The investigation by the Interior Department’s Inspector General comes the same day as the separate introduction of a bipartisan Senate bill aimed at overhauling new public-records policies at the Environmental Protection Agency. Senators of both parties say the E.P.A.’s practices of reviewing and responding to public records requests under the Freedom of Information Act have raised “serious concerns” about its transparency.
Several public watchdog groups and lawmakers contend that the two agencies — which together oversee aspects of the nation’s environmental policies, including clean-air and clean-water rules as well as conservation of public lands — have implemented new policies that have improperly limited the public’s ability to gain access to public records revealing how those policies are made.
The new policies, which critics say are designed to allow President Trump’s appointees to limit the release of information about their activities, were implemented in the wake of reports of questionable conduct by the former heads of both agencies.
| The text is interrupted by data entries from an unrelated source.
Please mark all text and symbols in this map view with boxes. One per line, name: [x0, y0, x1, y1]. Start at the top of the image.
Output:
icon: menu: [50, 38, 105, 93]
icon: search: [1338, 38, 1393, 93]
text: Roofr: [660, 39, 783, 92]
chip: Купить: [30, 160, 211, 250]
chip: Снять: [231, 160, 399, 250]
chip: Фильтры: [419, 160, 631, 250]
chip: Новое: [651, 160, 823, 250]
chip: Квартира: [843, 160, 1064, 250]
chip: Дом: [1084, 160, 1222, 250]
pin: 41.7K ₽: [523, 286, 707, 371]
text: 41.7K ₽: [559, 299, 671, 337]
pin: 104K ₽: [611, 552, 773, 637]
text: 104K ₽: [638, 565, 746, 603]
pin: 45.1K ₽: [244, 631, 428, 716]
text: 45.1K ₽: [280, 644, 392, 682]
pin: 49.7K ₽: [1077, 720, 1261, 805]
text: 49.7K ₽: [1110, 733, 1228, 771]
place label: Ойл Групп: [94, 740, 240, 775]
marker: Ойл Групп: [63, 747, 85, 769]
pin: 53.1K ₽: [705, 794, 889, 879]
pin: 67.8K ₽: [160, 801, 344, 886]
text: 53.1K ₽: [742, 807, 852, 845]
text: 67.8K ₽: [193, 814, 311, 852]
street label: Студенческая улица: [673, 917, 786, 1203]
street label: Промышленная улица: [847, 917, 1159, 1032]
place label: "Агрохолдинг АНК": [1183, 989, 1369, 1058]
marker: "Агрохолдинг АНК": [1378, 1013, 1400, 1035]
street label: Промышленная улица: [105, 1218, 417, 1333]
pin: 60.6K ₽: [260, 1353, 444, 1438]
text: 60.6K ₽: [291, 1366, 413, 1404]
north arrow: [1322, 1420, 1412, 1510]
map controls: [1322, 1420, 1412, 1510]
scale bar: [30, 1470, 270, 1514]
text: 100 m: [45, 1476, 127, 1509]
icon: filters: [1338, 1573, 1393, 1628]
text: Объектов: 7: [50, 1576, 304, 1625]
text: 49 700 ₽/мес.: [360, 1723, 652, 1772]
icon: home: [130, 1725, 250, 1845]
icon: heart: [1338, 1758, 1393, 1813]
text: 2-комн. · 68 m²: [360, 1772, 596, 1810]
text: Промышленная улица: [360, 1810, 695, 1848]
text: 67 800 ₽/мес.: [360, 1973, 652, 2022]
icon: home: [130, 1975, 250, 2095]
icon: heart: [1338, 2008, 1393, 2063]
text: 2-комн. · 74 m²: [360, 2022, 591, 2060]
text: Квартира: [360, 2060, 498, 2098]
Mr. Trump’s first appointee to head the E.P.A., Scott Pruitt, and his first appointee to head the Interior Department, Ryan Zinke, resigned last year after thousands of pages of documents released under Freedom of Information Act requests raised questions about matters such Mr. Pruitt’s alleged spending abuses, first-class travel and relationships with lobbyists, and Mr. Zinke’s efforts to secure taxpayer-funded perks for his wife.
Both men have said that the criticism of their actions was politically and personally motivated, and that they did nothing wrong.
Last year, the Interior Department implemented a new “Awareness Policy” regarding requests for information and public records under the Freedom of Information Act. The new policy requires career staff reviewing such requests to notify politically appointed officials if their names or email addresses appear in documents that have been designated to be released.
That policy, watchdog groups say, has allowed top officials appointed by President Trump to then withhold or delay the release of such information. “The upshot is that, in practice, the policy has morphed from a procedure that provides awareness to political appointees to one that allows political appointees to unlawfully withhold and delay documents,” said Travis Annatoyn, senior counsel at Democracy Forward, a watchdog group that had requested the Interior Department’s investigation.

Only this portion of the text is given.